For the quarter, Kaiser reported adjusted net income of $63 million, or $3.74 per diluted share, a significant increase from the $24 million, or $1.44 per share, in the prior-year period. Conversion revenue of $404 million was up 11 percent year over year, while adjusted EBITDA saw a $55 million jump to $129 million.
The strong results prompted management to lift its full-year 2026 outlook. The company now expects EBITDA to increase between 20 percent and 30 percent, with conversion revenue projected to rise 10 percent to 15 percent. This improved outlook comes as a competitor, Aluminum Corporation of China, also reported a surge in first-quarter net profit, suggesting broader strength in the aluminum sector.
Segment Performance Shows Broad Strength
The aerospace and high-strength segment saw conversion revenue climb 8 percent to $131 million, with the company now forecasting 15 to 20 percent shipment growth for the full year. Harvey noted that demand for defense and space applications "appears to be taking an additional step higher."
Packaging conversion revenue surged 24 percent to $157 million, reflecting a 13 percent increase in shipments and a continued shift toward higher-value coated products at its Warrick facility. The general engineering segment also posted a 5 percent revenue gain to $87 million, driven by favorable pricing.
The automotive segment remained a weak spot, with conversion revenue declining 8 percent to $29 million on lower shipments. The company attributed the softness to high consumer borrowing costs and tariff-related uncertainties.
Financial Health Improves
Kaiser generated $69 million in free cash flow during the quarter and improved its net debt leverage ratio to 2.8x from 3.4x at year-end, moving closer to its target range of 2.0x to 2.5x. The company also declared a quarterly dividend of $0.77 per share.

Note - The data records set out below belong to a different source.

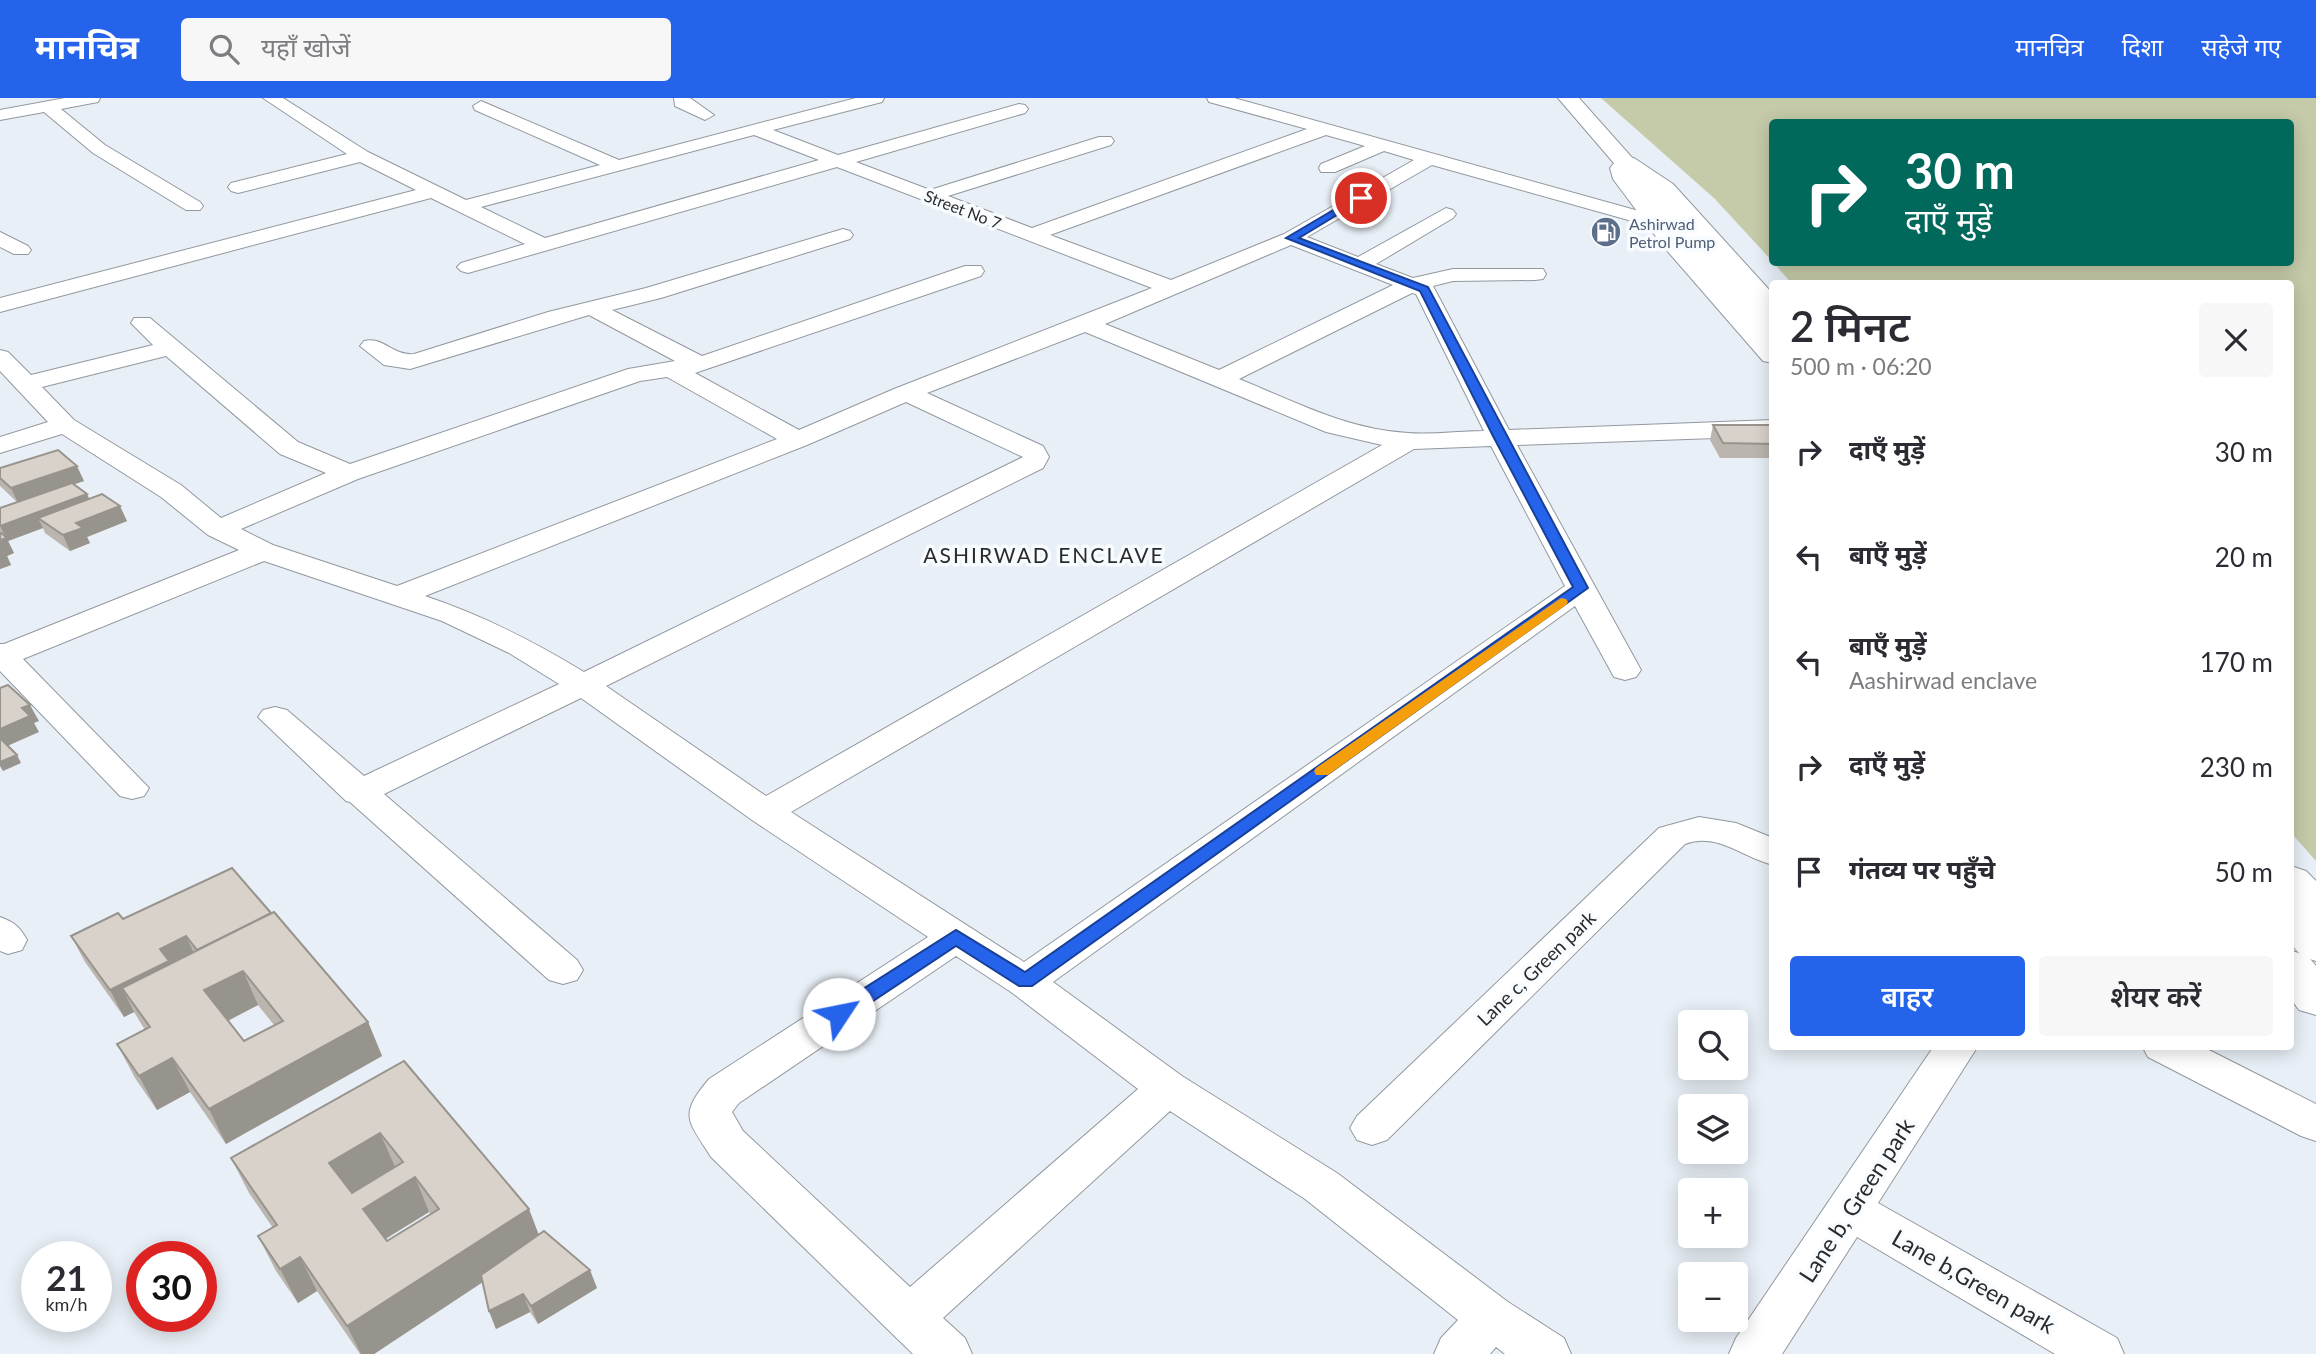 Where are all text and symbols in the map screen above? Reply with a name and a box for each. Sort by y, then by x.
search box [181,18,671,81]
text: मानचित्र [35,26,139,66]
icon: search [205,30,243,68]
text: यहाँ खोजें [261,31,351,63]
text: मानचित्र [2015,32,2084,61]
text: दिशा [2122,32,2163,61]
text: सहेजे गए [2201,32,2281,61]
text: 30 m [1905,141,2015,199]
icon: right [1790,147,1881,238]
pin [1331,168,1391,228]
icon: arrive [1342,179,1380,217]
street label: Street No 7 [922,186,1004,232]
text: दाएँ मुड़ें [1905,200,1992,239]
place label: Ashirwad Petrol Pump [1629,214,1715,251]
fuel station icon: Ashirwad Petrol Pump [1589,215,1623,249]
text: 2 मिनट [1790,301,1910,351]
button: close [2199,303,2273,377]
text: 500 m · 06:20 [1790,352,1932,380]
icon: right [1790,433,1828,471]
text: दाएँ मुड़ें [1849,433,1925,465]
text: 30 m [2215,436,2273,468]
icon: left [1790,538,1828,576]
text: बाएँ मुड़ें [1849,538,1927,570]
text: 20 m [2215,541,2273,573]
district label: ASHIRWAD ENCLAVE [923,542,1165,567]
text: बाएँ मुड़ें [1849,629,1927,661]
icon: left [1790,643,1828,681]
text: 170 m [2200,646,2273,678]
text: Aashirwad enclave [1849,666,2037,694]
icon: right [1790,748,1828,786]
text: दाएँ मुड़ें [1849,748,1925,780]
text: 230 m [2200,751,2273,783]
icon: arrive [1790,853,1828,891]
text: गंतव्य पर पहुँचे [1849,853,1995,885]
text: 50 m [2215,856,2273,888]
street label: Lane c, Green park [1472,906,1600,1030]
button: बाहर [1790,956,2025,1036]
button: शेयर करें [2039,956,2273,1036]
position arrow [802,977,876,1051]
map controls [1678,1010,1748,1332]
button: search [1678,1010,1748,1080]
button: layers [1678,1094,1748,1164]
street label: Lane b, Green park [1793,1112,1920,1287]
button: + [1678,1178,1748,1248]
street label: Lane b,Green park [1888,1223,2061,1339]
speed limit sign: 30 [126,1241,217,1332]
text: 21 [46,1256,87,1298]
button: − [1678,1262,1748,1332]
text: km/h [45,1293,88,1315] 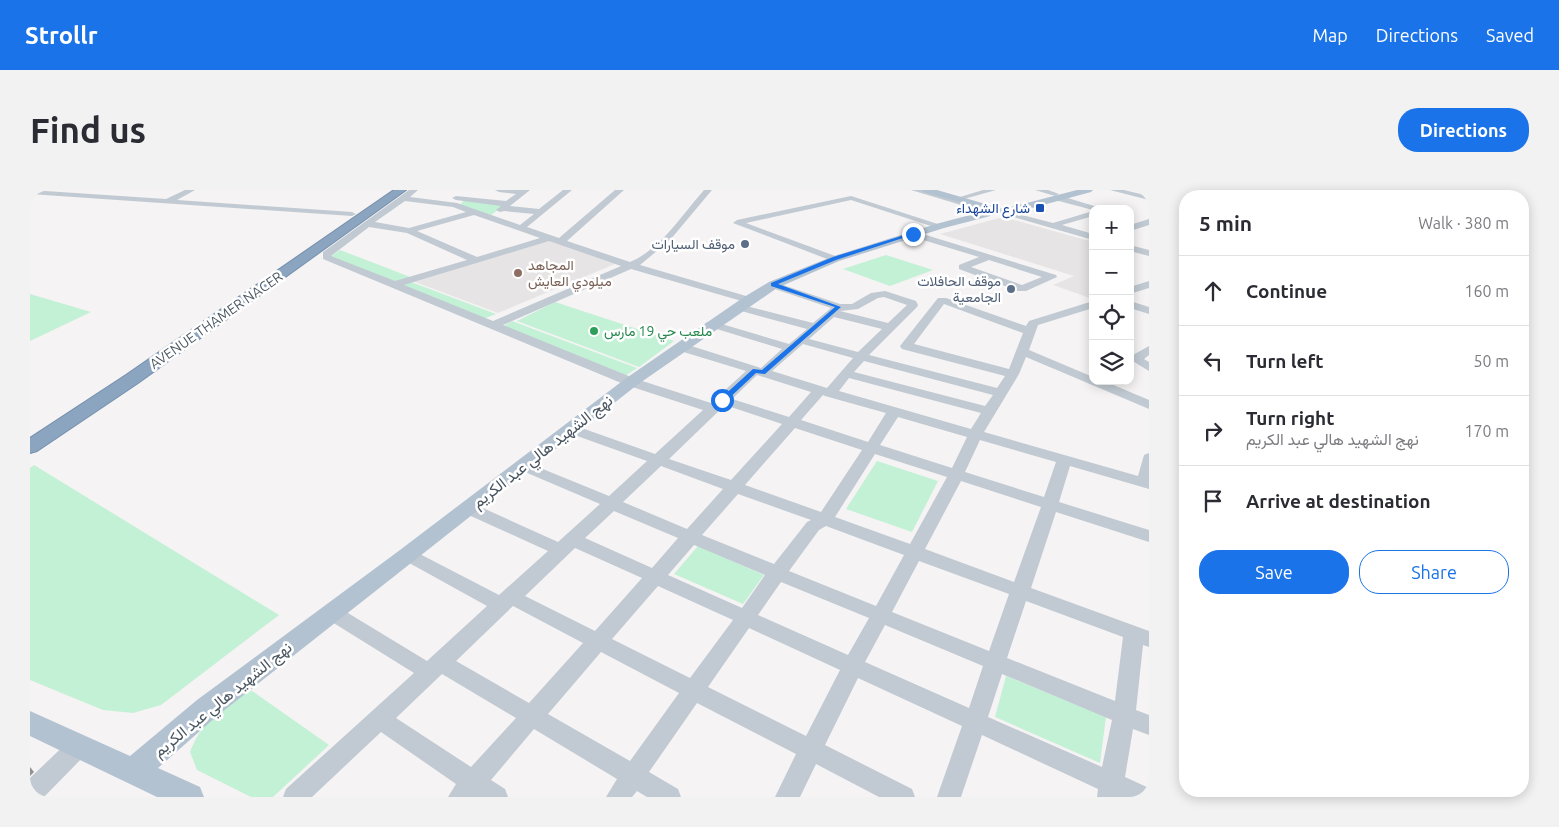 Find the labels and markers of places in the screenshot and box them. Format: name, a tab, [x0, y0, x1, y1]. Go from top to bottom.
place label: شارع الشهداء	[956, 200, 1030, 219]
marker: شارع الشهداء	[1034, 202, 1046, 214]
place label: موقف السيارات	[652, 236, 735, 253]
marker: موقف السيارات	[739, 238, 751, 250]
place label: المجاهد ميلودي العايش	[528, 257, 612, 293]
marker: المجاهد ميلودي العايش	[512, 267, 524, 279]
place label: موقف الحافلات الجامعية	[917, 273, 1001, 306]
marker: موقف الحافلات الجامعية	[1005, 283, 1017, 295]
place label: ملعب حي 19 مارس	[604, 323, 712, 343]
marker: ملعب حي 19 مارس	[588, 325, 600, 337]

The results were aided by a $36 million metal lag gain due to rising aluminum prices. However, CEO Keith Harvey emphasized underlying operational improvements, noting that excluding the gain, the company saw an approximate 850 basis point margin improvement from operational performance alone.
The updated guidance suggests management is confident that strong demand and internal efficiency gains will continue to drive results. Investors will watch the company's ability to manage the ongoing ramp-up at its Warrick facility and navigate the volatile metal price environment when Kaiser reports its second-quarter results in July.
This article is for informational purposes only and does not constitute investment advice.